§ Data supplied:
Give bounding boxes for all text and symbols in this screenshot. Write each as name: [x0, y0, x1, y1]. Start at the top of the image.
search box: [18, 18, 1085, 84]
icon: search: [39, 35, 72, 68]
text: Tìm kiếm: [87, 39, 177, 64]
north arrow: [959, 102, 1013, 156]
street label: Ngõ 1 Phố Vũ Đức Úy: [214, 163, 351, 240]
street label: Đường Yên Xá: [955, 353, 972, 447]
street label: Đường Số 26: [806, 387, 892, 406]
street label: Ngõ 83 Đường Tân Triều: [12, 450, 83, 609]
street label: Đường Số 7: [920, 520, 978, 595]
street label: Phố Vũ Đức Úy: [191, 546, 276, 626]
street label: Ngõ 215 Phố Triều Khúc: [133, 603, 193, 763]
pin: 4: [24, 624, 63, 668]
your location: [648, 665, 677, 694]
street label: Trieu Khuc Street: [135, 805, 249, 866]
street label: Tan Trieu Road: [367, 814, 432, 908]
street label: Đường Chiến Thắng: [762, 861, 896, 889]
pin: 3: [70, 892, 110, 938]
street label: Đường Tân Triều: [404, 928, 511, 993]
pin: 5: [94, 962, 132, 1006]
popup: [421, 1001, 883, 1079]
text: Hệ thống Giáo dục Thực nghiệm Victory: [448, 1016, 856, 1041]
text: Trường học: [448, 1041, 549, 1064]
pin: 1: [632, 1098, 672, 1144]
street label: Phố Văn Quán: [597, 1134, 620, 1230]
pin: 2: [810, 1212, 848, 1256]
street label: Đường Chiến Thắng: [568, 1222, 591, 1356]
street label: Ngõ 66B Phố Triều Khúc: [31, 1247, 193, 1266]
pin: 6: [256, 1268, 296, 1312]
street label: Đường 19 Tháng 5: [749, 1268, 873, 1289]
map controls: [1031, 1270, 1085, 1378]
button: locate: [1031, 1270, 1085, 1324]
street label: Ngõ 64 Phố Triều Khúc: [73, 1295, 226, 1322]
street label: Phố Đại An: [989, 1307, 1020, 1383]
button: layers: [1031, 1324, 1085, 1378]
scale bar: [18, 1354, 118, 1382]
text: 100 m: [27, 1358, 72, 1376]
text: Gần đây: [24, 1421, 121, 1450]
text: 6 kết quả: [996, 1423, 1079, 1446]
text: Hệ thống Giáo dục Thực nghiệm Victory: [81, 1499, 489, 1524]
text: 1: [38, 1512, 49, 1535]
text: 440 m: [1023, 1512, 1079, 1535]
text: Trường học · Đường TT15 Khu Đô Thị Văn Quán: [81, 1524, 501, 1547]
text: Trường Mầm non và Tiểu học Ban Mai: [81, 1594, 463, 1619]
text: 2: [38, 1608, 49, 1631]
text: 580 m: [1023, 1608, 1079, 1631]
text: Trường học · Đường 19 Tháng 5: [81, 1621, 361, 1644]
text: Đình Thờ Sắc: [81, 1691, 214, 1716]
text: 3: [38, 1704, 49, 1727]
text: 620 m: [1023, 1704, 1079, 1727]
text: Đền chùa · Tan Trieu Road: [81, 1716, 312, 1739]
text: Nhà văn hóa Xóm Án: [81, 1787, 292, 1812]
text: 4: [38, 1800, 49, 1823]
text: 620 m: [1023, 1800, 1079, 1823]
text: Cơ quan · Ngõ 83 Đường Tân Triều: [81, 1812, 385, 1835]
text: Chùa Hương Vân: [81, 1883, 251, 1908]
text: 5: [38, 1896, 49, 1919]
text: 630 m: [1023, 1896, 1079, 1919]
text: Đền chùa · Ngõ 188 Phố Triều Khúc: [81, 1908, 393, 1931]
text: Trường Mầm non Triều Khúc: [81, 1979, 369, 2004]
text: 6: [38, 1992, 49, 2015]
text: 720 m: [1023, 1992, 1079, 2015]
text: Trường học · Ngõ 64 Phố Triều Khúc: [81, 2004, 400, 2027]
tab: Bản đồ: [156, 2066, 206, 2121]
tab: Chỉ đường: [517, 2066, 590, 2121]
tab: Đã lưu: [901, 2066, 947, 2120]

§ Directions:
Tell how many lines in the entries contain the string "Tháng". Give the number and nothing more.

§ Answer box:
2